━━━━━ Data for this task ━━━━━

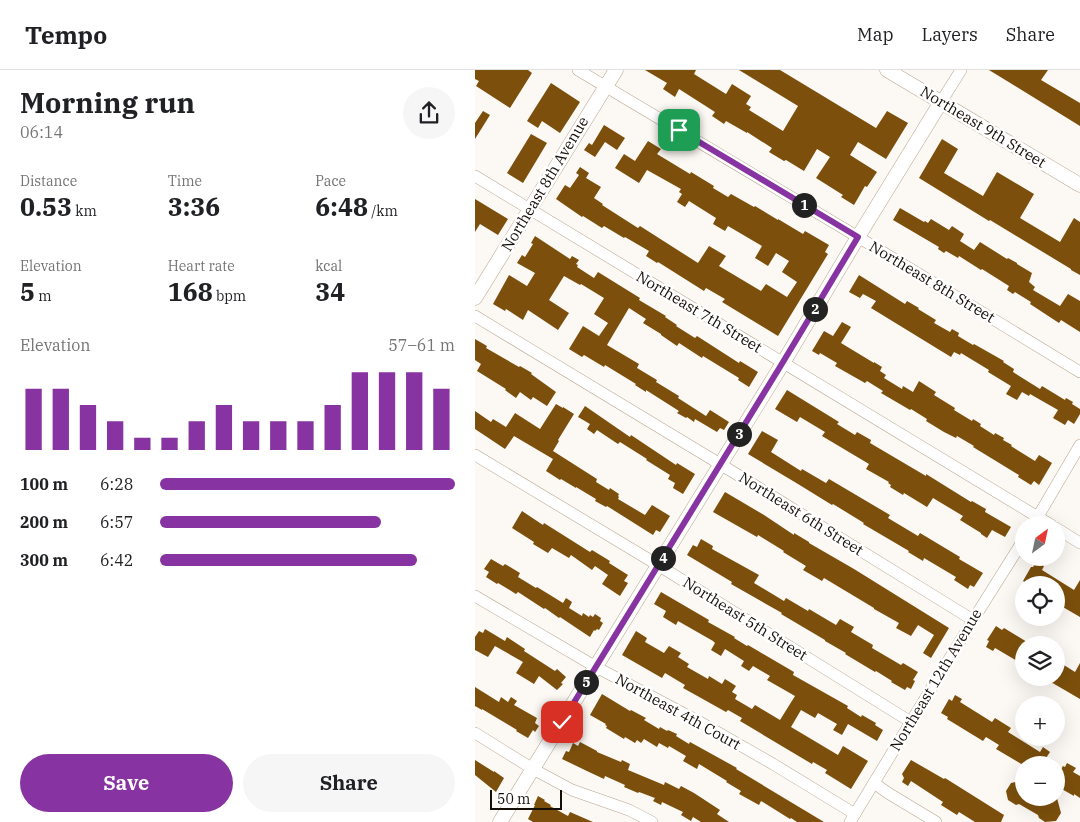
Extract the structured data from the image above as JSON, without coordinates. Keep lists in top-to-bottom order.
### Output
{
  "streets": {
    "street": [
      "Northeast 9th Street",
      "Northeast 8th Avenue",
      "Northeast 8th Street",
      "Northeast 7th Street",
      "Northeast 6th Street",
      "Northeast 5th Street",
      "Northeast 12th Avenue",
      "Northeast 4th Court"
    ]
  },
  "crossings": [
    ["Northeast 8th Avenue", "Northeast 8th Street"],
    ["Northeast 8th Avenue", "Northeast 7th Street"],
    ["Northeast 6th Street", "Northeast 12th Avenue"],
    ["Northeast 5th Street", "Northeast 12th Avenue"],
    ["Northeast 12th Avenue", "Northeast 4th Court"]
  ],
  "scale_bar": "50 m",
  "north": "top right",
  "page": {
    "header": "Tempo",
    "nav": ["Map", "Layers", "Share"],
    "heading": ["Morning run", "06:14"],
    "stats": [
      ["Distance", "0.53 km"],
      ["Time", "3:36"],
      ["Pace", "6:48 /km"],
      ["Elevation", "5 m"],
      ["Heart rate", "168 bpm"],
      ["kcal", "34"]
    ],
    "pins": [
      "1",
      "2",
      "3",
      "4",
      "5"
    ],
    "chart": ["Elevation", "57–61 m"],
    "list": [
      {
        "name": "100 m",
        "note": "6:28"
      },
      {
        "name": "200 m",
        "note": "6:57"
      },
      {
        "name": "300 m",
        "note": "6:42"
      }
    ],
    "map_buttons": ["+", "−"],
    "buttons": ["Save", "Share"],
    "scale": "50 m"
  }
}
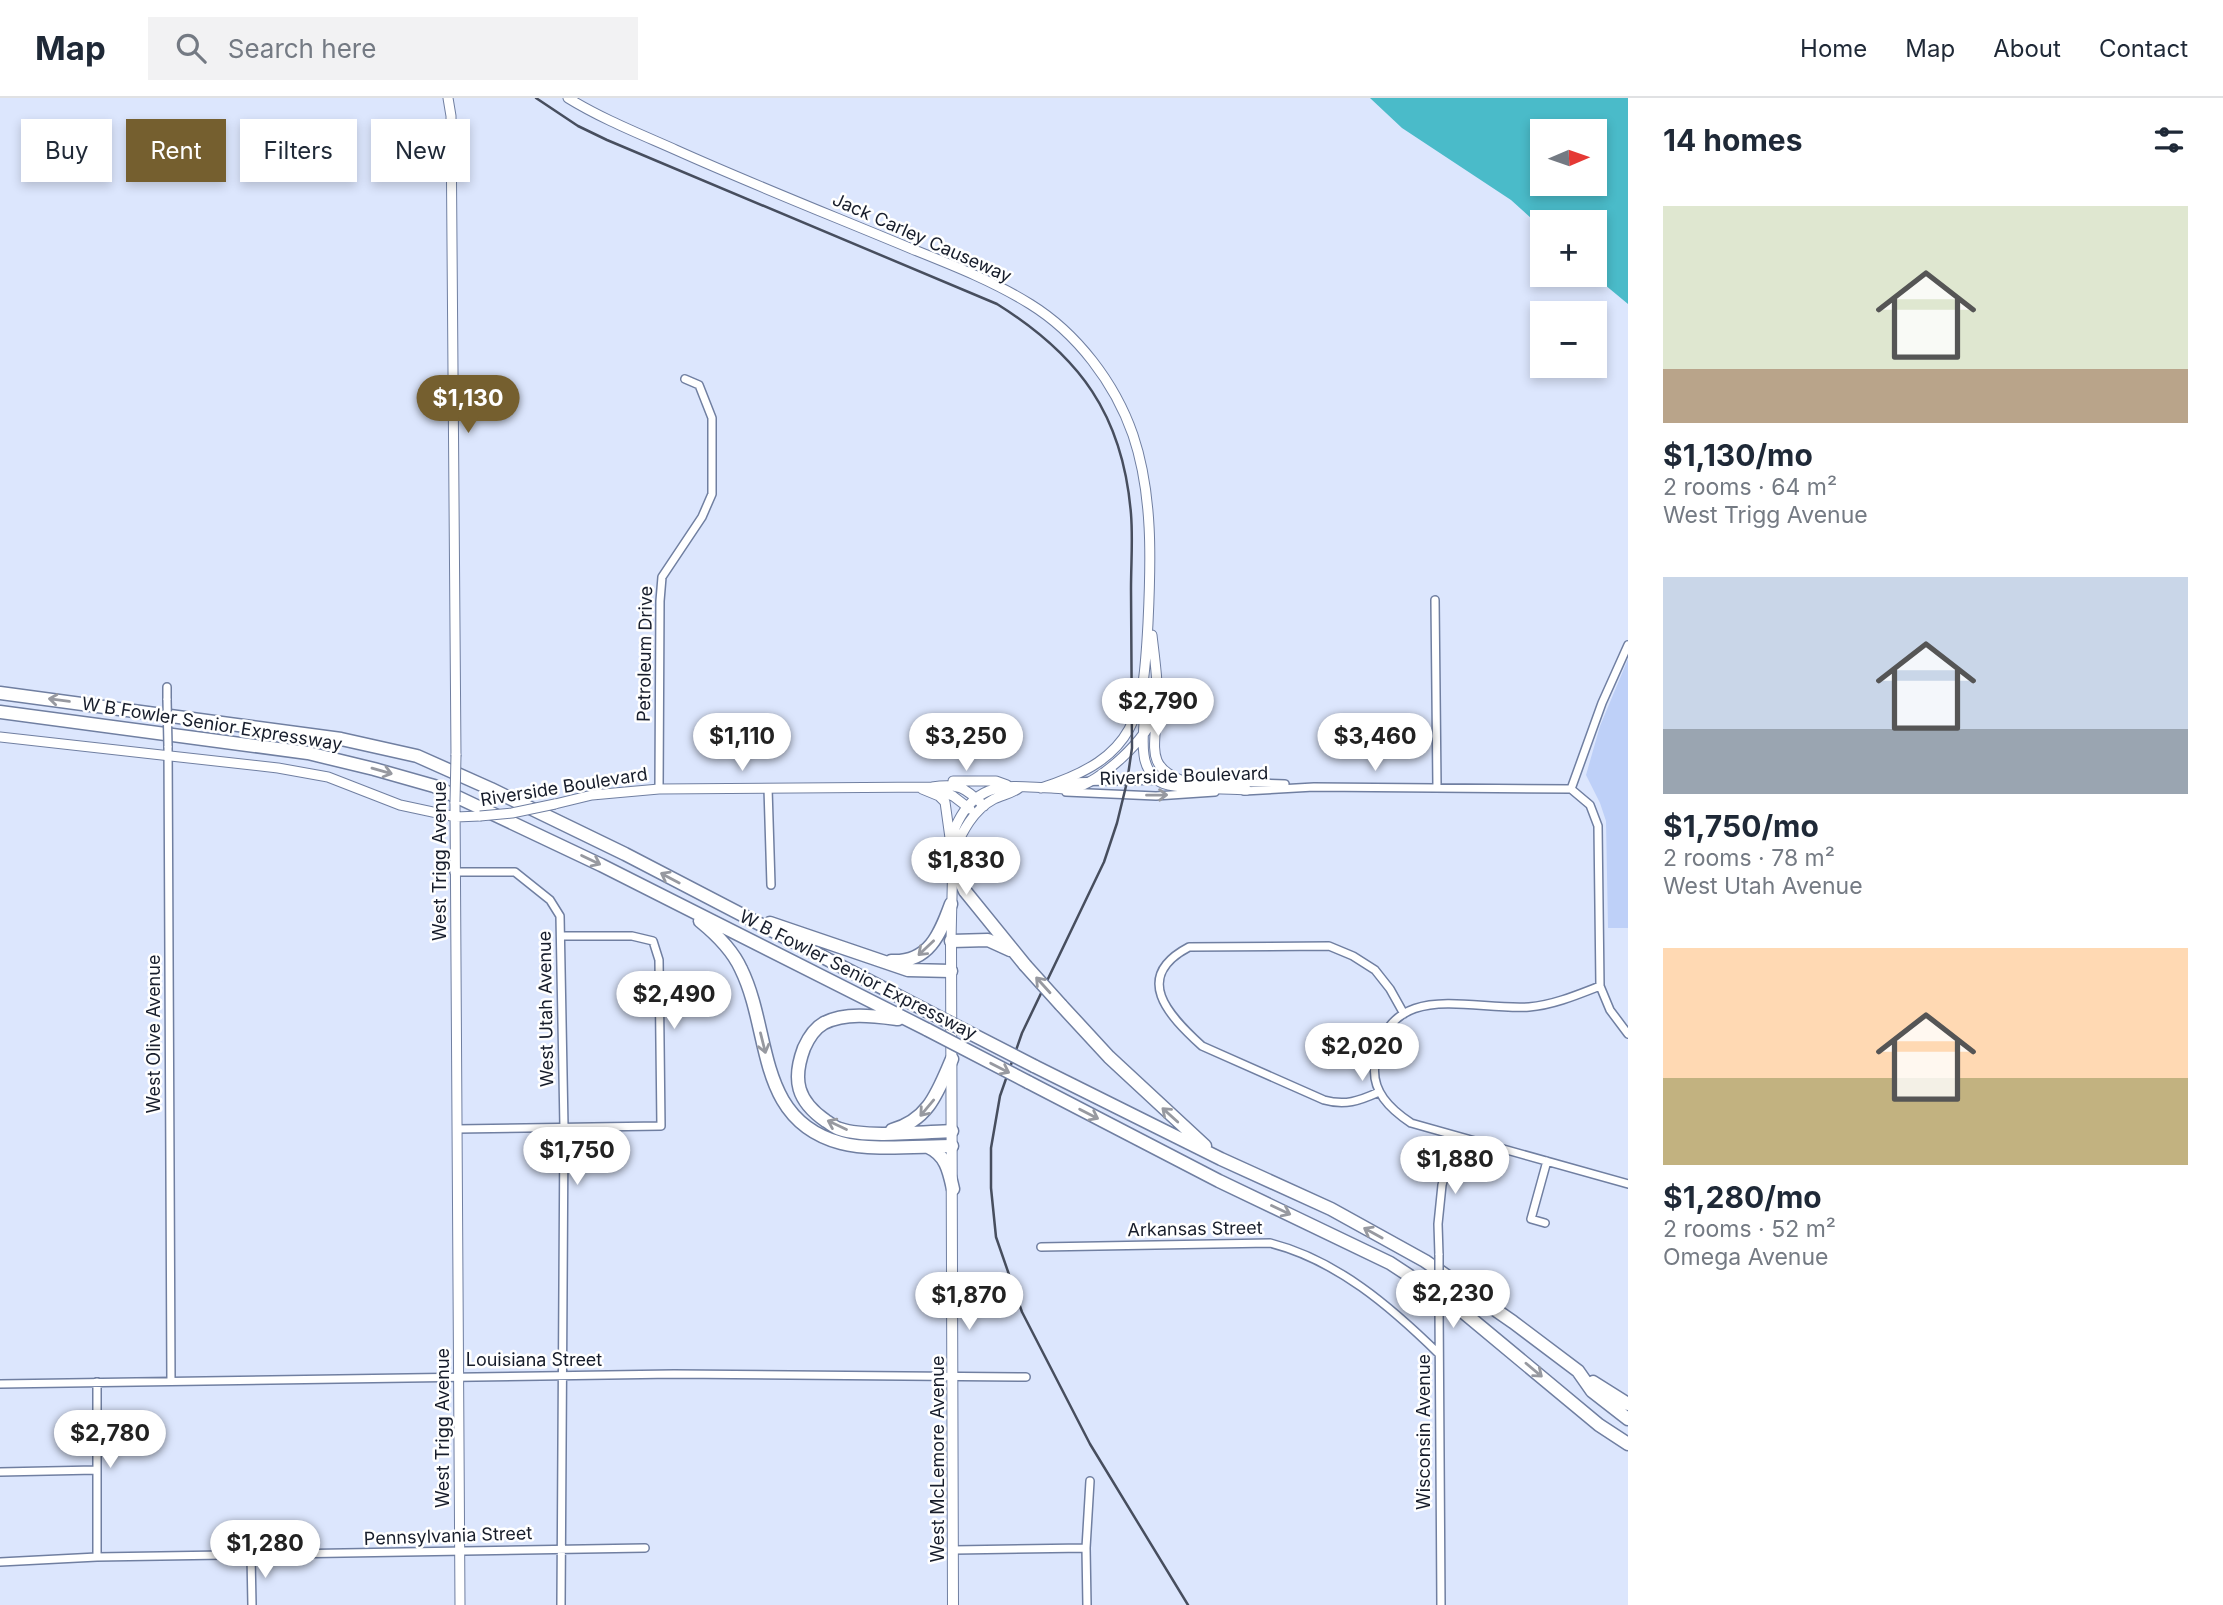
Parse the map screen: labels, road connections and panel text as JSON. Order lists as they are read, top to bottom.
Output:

━━━━━

(Problem requirements) Repeat each entry above exactly. Omit the pictures.

(Task solution)
Extract the structured data from the image above as JSON, without coordinates. Keep lists in top-to-bottom order.
### Output
{
  "streets": {
    "street": [
      "Northeast 9th Street",
      "Northeast 8th Avenue",
      "Northeast 8th Street",
      "Northeast 7th Street",
      "Northeast 6th Street",
      "Northeast 5th Street",
      "Northeast 12th Avenue",
      "Northeast 4th Court"
    ]
  },
  "crossings": [
    ["Northeast 8th Avenue", "Northeast 8th Street"],
    ["Northeast 8th Avenue", "Northeast 7th Street"],
    ["Northeast 6th Street", "Northeast 12th Avenue"],
    ["Northeast 5th Street", "Northeast 12th Avenue"],
    ["Northeast 12th Avenue", "Northeast 4th Court"]
  ],
  "scale_bar": "50 m",
  "north": "top right",
  "page": {
    "header": "Tempo",
    "nav": ["Map", "Layers", "Share"],
    "heading": ["Morning run", "06:14"],
    "stats": [
      ["Distance", "0.53 km"],
      ["Time", "3:36"],
      ["Pace", "6:48 /km"],
      ["Elevation", "5 m"],
      ["Heart rate", "168 bpm"],
      ["kcal", "34"]
    ],
    "pins": [
      "1",
      "2",
      "3",
      "4",
      "5"
    ],
    "chart": ["Elevation", "57–61 m"],
    "list": [
      {
        "name": "100 m",
        "note": "6:28"
      },
      {
        "name": "200 m",
        "note": "6:57"
      },
      {
        "name": "300 m",
        "note": "6:42"
      }
    ],
    "map_buttons": ["+", "−"],
    "buttons": ["Save", "Share"],
    "scale": "50 m"
  }
}
Parse the map screen: labels, road connections and panel text as JSON. Order lists as they are read, top to bottom.
Output:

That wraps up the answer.